1980 ve 1990’larda Ankara’da geçen acı ve acıyı paylaşmak üzerine yoğunlaşan, Aşk, ayrılık acısı, geleneksel aile yapısı, din-mezhep ayrışmaları, sosyal sınıf çatışması, kapalı kapılar ardında yaşanan cinsel istismarın sonuçlarının hayata yansıması gibi konu zenginliği olan sürükleyici romanın yazarı Barış Tuna lansmanı için seçtiği mekan Kalabalık Restaurant’da romanı kadar keşfedilmeyi hak eden güzellikde idi.

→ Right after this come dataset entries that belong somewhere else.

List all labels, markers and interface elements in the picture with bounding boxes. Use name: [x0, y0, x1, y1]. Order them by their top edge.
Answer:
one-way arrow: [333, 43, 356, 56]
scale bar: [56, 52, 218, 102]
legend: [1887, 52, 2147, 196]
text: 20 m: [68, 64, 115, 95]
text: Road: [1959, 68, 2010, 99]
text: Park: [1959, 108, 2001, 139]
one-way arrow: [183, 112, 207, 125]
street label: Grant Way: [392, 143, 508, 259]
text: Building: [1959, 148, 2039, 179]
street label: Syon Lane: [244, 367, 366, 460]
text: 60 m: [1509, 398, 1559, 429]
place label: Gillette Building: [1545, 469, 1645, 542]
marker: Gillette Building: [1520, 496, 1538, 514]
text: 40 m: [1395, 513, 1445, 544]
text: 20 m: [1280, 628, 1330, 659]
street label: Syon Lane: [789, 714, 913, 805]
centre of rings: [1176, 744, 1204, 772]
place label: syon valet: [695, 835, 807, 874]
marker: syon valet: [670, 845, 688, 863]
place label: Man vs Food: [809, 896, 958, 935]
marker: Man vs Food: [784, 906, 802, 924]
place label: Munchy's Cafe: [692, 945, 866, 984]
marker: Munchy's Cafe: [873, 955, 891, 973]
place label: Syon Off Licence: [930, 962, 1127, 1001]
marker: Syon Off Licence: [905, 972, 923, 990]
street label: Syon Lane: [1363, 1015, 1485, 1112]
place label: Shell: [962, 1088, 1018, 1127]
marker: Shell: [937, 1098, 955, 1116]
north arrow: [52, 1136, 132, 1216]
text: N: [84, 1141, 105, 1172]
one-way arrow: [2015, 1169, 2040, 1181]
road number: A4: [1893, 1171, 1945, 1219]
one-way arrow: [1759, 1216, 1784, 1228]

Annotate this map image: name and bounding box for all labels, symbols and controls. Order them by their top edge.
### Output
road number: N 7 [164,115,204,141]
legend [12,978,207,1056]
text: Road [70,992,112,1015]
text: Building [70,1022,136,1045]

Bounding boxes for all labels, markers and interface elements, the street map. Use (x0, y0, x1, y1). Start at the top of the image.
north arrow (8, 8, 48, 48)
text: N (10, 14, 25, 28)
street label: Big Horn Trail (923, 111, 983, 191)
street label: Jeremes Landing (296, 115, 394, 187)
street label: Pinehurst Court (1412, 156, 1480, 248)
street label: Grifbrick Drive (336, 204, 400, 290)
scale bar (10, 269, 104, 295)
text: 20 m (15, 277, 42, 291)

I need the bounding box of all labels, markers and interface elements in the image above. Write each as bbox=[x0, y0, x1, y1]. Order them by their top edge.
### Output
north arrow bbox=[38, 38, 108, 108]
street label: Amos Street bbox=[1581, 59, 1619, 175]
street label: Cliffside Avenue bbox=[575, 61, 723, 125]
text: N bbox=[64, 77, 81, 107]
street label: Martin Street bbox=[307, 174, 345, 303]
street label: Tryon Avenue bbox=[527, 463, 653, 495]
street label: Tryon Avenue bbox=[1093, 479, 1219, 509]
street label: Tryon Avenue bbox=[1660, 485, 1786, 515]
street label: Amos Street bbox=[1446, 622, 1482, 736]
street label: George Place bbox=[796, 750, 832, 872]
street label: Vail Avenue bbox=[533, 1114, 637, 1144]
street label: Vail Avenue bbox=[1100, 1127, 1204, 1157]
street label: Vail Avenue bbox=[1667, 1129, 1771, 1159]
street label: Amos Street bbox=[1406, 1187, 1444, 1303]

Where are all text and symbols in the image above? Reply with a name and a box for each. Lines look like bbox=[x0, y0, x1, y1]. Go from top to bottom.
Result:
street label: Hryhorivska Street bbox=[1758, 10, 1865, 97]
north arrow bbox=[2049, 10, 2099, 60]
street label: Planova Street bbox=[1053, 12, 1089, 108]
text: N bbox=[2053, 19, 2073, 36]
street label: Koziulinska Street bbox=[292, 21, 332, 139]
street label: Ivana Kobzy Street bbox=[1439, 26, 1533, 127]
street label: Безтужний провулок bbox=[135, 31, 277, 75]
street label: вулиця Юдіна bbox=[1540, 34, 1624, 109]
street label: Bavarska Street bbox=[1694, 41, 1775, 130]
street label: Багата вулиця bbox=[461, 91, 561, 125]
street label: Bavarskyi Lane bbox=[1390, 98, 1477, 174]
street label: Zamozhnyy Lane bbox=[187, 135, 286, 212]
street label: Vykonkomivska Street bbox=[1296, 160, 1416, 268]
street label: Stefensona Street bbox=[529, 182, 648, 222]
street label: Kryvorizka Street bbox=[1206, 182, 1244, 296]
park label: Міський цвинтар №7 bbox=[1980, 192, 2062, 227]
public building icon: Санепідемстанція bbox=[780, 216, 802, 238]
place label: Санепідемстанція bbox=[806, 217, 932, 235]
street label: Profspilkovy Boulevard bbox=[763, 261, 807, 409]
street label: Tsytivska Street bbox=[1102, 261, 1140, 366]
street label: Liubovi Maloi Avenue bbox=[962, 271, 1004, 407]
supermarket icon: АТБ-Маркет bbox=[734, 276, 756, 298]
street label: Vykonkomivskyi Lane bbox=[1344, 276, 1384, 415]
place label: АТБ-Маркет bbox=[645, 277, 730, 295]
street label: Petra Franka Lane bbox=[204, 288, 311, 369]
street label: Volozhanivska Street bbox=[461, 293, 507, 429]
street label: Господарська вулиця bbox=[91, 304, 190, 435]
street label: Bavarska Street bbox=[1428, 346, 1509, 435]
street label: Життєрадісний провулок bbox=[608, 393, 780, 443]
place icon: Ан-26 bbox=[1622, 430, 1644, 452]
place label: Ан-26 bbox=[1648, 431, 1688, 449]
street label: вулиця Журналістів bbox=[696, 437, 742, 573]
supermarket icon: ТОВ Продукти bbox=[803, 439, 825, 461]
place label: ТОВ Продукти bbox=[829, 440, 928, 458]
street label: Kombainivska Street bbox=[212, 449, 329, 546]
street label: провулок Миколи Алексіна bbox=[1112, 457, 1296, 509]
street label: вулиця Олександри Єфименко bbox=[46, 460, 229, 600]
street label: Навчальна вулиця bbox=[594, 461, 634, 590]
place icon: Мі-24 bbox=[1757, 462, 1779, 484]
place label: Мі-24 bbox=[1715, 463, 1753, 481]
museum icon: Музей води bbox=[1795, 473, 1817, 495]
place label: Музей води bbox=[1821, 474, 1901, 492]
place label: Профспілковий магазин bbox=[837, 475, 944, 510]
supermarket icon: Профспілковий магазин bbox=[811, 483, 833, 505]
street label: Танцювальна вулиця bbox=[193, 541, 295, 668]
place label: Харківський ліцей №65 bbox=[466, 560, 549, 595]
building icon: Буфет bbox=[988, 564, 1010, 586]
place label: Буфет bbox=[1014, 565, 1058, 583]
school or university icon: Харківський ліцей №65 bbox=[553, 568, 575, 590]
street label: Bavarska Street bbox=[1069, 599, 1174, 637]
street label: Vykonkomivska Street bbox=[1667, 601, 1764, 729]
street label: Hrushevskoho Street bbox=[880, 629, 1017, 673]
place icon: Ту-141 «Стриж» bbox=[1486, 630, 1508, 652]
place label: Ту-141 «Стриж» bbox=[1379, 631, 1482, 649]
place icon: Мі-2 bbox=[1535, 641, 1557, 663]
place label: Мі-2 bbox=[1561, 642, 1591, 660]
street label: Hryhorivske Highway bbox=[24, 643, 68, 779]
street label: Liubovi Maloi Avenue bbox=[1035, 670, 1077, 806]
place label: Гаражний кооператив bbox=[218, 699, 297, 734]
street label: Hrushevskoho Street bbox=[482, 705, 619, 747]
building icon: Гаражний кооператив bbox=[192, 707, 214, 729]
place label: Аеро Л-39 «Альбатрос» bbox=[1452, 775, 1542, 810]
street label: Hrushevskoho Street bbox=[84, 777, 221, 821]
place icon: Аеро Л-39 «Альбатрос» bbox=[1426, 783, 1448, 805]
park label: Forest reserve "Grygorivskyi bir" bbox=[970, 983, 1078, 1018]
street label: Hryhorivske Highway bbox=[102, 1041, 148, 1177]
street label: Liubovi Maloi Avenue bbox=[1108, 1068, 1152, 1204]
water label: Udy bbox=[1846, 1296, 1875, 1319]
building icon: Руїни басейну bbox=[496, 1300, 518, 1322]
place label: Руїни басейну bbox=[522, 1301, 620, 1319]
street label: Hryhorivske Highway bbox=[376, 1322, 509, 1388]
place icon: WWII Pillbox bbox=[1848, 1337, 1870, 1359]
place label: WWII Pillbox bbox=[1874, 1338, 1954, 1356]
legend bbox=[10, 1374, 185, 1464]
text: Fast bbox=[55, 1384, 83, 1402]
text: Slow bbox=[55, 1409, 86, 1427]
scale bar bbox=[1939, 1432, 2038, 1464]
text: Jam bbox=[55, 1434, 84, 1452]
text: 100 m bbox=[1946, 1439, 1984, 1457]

Başarılı yazar Barış Tuna  ilk romanı Düşbilimi’nden 16 yıl sonra yayınlanan, Sinema filminede uyarlanacak olan ikinci romanı Cennette Uzun Bir Kış kitabın lansmanı 16 Mayıs 2017 Kadıköy Yel değirmeni Duatepe sokakda bulunan romanı gibi gizli bahçesi olan Kalabalık Restauran’da gerçekleştirdi.

Barış Tuna ile yaptığımız kısa söyleşide çalışmaların on üç yıl kadar sürdüğünü uzun soluklu nefes aldıkdan sonra içini çekerek söylüyor.

Kutsal aile miti üzerine eleştiriler yaparken kaynağını yıllarca yaptığı gözlemleri, akademik okumaları ve hayattan çektiği anlar oluşturuyor.

Sinemaya uyarlamanın ilk adımı olarak, Görsel dünyasının zenginliğiyle öne çıkan, video art çalışması yapılan, Barış Tuna’nın Cennette Uzun Bir Kış kitabı roman kahramanlarını canlandıran sinema oyuncularıda lansmanda hazır bulundular.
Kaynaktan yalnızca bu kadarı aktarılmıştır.